The suave and sophisticated Ronald Colman was born 126 years ago today in Richmond, Surrey, England. Here are 10 RC Did-You-Knows:
- Colman was the youngest of four children. He attended boarding school in Littlehampton, where he was first exposed to acting, but he intended to study engineering at Cambridge until the family’s financial fortunes declined with the premature death of his father in 1907.
- As a member of the London Scottish Regiment, Colman served in World War I. At the Battle of Messines, he was wounded by shrapnel in his ankle, which gave him a limp he tried to hide for the rest of his life. He was discharged from service within weeks.
- By 1916, Colman was a busy actor, appearing in a variety of stage productions in London’s West End. In 1920, he toured the United States in a play called The Dauntless Three, which led to success on Broadway.
- Though he had appeared in a handful of British films, it was Colman’s work in his first American film, The White Sister (1923) opposite Lillian Gish, that proved to be his breakout role. He became very popular with the public in both romance and adventure pictures.
- For all his success in silent pictures, Colman’s star ascended even higher in talkies, which allowed him to use to his advantage one of his greater assets as an actor, what the Encyclopædia Britannica described as his “resonant, mellifluous speaking voice with a unique, pleasing timbre.”
- In 1930, Colman was nominated for the Best Actor Oscar for his work in two different pictures—Condemned and Bulldog Drummond.

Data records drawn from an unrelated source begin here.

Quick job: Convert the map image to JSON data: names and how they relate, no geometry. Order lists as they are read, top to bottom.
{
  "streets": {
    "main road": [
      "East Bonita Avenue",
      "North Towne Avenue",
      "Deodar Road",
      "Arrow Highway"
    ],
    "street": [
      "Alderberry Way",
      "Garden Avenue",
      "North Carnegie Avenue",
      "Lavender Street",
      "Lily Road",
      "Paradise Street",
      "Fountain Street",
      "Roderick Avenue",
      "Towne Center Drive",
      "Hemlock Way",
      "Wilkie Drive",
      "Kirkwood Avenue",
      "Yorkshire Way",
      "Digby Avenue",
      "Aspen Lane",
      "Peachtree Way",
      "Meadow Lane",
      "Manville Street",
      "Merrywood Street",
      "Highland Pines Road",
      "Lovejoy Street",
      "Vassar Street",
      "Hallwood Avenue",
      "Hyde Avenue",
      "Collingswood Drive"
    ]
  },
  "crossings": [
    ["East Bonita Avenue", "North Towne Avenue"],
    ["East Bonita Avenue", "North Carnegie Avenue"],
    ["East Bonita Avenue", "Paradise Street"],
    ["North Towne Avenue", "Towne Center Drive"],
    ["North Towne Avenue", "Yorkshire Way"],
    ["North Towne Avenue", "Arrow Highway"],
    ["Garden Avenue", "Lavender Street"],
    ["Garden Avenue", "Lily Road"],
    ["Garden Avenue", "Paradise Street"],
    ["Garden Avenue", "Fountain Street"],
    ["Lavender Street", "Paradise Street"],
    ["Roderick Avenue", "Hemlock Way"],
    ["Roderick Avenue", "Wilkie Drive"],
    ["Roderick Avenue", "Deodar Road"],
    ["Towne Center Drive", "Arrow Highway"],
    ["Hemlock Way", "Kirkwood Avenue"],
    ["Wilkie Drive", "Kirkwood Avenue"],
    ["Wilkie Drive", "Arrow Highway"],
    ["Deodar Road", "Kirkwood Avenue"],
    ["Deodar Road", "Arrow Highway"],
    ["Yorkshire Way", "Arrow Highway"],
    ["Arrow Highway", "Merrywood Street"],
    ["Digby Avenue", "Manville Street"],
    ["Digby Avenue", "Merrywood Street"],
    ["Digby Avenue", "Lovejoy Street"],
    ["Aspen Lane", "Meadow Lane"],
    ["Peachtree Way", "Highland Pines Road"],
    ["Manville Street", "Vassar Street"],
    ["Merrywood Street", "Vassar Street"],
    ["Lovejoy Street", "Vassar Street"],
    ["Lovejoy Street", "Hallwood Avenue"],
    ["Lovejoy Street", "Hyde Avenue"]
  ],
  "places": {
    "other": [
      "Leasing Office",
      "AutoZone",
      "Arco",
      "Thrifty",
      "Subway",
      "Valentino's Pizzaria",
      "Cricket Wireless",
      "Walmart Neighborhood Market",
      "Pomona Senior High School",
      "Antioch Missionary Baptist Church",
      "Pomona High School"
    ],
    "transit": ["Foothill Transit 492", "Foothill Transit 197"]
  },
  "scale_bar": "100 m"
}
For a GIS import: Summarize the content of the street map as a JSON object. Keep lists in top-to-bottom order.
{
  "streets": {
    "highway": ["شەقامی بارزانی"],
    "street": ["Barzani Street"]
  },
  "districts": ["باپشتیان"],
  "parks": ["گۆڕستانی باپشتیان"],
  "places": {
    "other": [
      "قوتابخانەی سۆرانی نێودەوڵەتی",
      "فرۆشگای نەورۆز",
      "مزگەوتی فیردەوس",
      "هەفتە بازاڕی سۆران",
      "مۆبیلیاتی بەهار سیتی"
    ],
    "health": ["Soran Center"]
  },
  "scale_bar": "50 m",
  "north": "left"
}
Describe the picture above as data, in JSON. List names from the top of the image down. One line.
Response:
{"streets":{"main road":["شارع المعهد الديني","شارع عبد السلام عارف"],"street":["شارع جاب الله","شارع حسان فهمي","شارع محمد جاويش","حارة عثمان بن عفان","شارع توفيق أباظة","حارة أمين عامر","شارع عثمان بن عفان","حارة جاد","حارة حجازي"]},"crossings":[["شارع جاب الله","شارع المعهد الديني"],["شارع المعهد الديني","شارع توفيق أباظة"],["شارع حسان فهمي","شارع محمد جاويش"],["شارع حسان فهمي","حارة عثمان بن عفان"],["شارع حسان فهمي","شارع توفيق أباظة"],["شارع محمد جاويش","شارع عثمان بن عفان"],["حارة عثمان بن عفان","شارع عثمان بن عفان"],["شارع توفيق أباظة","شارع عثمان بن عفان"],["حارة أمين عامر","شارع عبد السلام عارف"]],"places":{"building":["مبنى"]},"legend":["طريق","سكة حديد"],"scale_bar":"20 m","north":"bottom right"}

In total, he would be nominated as Best Actor for four films, winning once for A Double Life (1947).
- Christopher Walken, whose given name is Ronald, was named for Colman.
- Colman’s speaking voice was so widely admired that it became something of a cultural touchstone, mentioned in a number of motion pictures and novels, including Ralph Ellison‘s Invisible Man.
- Colman was also active in radio in the 1940s and ’50s, making frequent guests appearances on The Jack Benny Show, hosting a program called Favorite Story in the and starring on The Halls of Ivy, which later became a television program.
- Colman was contracted to star in the MGM picture Village of the Damned (1960), but following his death in 1958 from acute emphysema, George Sanders took over the role.
Happy birthday, Ronald Colman, wherever you may be!